Task details — Go through the material and return every line that contains the string "Manuel".

Materials provided —
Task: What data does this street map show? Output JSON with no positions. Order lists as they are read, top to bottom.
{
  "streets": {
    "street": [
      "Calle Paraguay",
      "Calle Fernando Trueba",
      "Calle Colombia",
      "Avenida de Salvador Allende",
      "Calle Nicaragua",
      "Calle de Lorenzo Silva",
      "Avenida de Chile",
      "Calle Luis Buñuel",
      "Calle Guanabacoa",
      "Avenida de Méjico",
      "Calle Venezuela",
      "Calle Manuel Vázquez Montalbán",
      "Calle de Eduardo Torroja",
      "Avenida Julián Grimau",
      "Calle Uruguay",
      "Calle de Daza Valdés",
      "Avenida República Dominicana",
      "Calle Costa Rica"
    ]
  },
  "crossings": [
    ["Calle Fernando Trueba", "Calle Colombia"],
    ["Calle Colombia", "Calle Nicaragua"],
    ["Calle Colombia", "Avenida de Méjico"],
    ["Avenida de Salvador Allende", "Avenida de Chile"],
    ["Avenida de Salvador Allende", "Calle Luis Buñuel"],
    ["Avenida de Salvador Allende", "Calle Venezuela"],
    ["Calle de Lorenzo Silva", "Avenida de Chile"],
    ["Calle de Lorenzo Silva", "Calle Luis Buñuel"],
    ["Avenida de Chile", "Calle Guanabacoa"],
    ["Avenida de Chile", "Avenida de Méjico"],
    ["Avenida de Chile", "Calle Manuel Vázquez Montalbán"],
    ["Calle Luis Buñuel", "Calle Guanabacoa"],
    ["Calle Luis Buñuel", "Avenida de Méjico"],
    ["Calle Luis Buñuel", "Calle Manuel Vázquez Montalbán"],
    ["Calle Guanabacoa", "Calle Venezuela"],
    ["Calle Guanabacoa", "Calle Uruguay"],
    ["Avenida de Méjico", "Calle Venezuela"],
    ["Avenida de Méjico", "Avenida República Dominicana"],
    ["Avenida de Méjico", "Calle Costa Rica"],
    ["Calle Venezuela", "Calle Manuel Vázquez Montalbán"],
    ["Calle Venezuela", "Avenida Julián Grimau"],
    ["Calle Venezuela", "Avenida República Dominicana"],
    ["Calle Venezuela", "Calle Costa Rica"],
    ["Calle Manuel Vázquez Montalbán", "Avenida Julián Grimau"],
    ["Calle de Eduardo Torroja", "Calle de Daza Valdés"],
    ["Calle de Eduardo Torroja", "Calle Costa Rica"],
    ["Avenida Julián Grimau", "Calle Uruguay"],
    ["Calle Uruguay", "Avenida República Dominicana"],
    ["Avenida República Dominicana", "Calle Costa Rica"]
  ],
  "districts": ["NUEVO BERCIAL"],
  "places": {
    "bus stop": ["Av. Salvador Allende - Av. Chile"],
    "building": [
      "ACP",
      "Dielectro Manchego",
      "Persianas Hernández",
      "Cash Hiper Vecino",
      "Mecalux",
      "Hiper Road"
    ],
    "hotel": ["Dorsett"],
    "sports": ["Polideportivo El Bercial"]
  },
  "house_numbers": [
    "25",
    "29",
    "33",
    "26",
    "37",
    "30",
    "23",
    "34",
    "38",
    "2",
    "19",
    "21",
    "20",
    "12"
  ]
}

Output of the exercise —
      "Calle Manuel Vázquez Montalbán",
    ["Avenida de Chile", "Calle Manuel Vázquez Montalbán"],
    ["Calle Luis Buñuel", "Calle Manuel Vázquez Montalbán"],
    ["Calle Venezuela", "Calle Manuel Vázquez Montalbán"],
    ["Calle Manuel Vázquez Montalbán", "Avenida Julián Grimau"],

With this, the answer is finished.